All that is needed is each line of the entries holding the word "Goodwood", copied as it stands.

+-------+

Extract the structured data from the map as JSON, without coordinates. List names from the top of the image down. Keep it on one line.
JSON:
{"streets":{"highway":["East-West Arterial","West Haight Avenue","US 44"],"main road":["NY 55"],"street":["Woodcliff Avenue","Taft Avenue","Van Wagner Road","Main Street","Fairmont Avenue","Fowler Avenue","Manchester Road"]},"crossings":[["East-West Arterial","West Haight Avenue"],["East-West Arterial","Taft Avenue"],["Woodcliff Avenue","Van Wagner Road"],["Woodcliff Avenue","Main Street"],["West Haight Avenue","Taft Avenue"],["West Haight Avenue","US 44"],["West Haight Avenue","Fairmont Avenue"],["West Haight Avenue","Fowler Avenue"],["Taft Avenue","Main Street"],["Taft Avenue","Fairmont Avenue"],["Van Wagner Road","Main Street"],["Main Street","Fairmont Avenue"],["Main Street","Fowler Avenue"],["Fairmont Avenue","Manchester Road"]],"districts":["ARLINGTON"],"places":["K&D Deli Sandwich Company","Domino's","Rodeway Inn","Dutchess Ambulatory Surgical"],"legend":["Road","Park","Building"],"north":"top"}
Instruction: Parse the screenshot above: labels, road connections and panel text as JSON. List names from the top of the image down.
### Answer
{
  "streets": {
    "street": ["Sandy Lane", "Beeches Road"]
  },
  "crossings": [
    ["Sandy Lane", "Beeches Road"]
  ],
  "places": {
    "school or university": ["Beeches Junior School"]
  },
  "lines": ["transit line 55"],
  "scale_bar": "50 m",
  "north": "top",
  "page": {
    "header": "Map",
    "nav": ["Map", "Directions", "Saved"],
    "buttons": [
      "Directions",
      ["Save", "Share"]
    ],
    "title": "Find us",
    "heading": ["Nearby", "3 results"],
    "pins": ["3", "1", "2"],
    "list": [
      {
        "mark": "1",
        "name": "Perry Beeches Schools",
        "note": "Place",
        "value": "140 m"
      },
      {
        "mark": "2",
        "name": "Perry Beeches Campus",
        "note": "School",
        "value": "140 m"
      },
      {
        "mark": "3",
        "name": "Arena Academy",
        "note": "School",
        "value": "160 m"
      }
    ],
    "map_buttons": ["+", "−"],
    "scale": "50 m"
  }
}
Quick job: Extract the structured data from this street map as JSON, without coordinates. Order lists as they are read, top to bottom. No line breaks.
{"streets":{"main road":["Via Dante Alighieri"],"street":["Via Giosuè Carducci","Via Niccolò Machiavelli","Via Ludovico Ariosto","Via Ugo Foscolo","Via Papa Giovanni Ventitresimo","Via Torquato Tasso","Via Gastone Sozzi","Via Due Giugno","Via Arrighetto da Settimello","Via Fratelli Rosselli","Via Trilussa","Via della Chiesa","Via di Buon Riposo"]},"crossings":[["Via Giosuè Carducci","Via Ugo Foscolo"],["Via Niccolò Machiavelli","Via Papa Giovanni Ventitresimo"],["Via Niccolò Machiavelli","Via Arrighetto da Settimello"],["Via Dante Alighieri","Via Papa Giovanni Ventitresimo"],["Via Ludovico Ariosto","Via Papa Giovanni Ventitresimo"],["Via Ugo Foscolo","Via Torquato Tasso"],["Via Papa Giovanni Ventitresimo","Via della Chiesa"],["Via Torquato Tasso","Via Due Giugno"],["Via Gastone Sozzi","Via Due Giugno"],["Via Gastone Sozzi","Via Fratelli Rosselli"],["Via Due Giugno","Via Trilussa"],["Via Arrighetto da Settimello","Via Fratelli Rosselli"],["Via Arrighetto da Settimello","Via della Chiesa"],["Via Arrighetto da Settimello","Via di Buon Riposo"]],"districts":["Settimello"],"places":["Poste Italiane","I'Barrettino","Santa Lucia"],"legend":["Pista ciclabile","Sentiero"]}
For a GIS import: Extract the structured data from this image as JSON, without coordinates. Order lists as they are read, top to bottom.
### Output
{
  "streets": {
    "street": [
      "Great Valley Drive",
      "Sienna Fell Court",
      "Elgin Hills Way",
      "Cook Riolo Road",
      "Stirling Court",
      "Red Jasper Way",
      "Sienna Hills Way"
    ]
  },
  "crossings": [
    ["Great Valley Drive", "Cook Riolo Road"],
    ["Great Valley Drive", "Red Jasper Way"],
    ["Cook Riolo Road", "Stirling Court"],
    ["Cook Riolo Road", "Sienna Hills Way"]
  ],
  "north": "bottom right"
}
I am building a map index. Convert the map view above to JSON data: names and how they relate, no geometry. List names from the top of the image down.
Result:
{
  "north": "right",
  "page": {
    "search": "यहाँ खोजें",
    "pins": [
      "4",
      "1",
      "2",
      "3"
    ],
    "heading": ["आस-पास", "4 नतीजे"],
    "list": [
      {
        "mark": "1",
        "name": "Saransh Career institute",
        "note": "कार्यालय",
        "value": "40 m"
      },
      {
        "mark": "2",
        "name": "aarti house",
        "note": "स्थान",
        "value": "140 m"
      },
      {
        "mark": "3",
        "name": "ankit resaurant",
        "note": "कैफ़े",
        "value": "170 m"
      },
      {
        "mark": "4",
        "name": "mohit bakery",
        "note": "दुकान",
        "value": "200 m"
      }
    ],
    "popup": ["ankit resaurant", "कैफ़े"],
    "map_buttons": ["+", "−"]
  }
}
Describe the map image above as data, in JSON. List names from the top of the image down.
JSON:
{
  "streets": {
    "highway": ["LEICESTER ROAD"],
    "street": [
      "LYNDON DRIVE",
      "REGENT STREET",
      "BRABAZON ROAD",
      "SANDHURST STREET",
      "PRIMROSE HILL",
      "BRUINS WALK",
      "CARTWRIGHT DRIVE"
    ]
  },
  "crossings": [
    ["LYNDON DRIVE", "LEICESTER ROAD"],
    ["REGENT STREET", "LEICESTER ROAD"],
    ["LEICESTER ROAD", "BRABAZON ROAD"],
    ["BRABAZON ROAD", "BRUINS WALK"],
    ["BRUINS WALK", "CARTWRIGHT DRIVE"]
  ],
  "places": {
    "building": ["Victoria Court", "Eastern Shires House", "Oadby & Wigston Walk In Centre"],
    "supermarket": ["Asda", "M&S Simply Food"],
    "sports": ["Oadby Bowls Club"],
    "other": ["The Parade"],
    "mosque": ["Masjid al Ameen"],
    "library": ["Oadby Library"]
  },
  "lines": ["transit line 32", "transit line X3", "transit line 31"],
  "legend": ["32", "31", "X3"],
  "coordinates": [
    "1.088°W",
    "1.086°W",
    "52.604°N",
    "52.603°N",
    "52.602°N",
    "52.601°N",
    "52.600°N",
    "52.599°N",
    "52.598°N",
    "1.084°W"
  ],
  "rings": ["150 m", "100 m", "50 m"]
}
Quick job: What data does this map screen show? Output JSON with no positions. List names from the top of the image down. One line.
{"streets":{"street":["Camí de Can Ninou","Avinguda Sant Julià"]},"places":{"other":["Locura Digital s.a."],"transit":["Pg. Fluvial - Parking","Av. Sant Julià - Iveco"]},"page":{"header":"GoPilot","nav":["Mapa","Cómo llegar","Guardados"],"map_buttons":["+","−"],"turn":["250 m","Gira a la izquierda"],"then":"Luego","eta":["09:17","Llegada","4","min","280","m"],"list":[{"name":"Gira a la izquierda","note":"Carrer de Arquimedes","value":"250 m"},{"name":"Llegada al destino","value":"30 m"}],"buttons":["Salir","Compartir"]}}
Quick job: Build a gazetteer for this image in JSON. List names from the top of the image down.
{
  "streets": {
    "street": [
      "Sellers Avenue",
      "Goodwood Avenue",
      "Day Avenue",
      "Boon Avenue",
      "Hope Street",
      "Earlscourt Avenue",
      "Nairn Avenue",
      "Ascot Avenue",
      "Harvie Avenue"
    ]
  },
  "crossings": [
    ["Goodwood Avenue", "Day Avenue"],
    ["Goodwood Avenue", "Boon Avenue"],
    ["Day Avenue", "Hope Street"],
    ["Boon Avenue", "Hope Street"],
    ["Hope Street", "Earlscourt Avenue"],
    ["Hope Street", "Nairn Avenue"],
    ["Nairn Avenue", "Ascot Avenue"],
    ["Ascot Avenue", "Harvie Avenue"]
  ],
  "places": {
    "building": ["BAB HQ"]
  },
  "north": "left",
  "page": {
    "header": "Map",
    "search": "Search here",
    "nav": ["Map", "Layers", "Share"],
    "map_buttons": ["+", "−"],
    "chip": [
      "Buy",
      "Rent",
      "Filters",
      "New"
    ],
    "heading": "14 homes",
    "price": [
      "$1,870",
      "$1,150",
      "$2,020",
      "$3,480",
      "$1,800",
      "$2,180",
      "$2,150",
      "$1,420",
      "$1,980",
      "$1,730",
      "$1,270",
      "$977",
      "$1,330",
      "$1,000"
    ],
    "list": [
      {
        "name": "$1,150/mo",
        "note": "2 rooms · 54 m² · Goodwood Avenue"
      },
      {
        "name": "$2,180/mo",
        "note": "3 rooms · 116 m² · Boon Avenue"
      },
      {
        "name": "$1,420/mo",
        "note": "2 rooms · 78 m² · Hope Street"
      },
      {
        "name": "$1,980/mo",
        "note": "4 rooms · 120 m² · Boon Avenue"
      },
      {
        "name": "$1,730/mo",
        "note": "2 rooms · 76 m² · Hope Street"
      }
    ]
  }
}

+-------+

> [Result of the exercise]:
      "Goodwood Avenue",
    ["Goodwood Avenue", "Day Avenue"],
    ["Goodwood Avenue", "Boon Avenue"],
        "note": "2 rooms · 54 m² · Goodwood Avenue"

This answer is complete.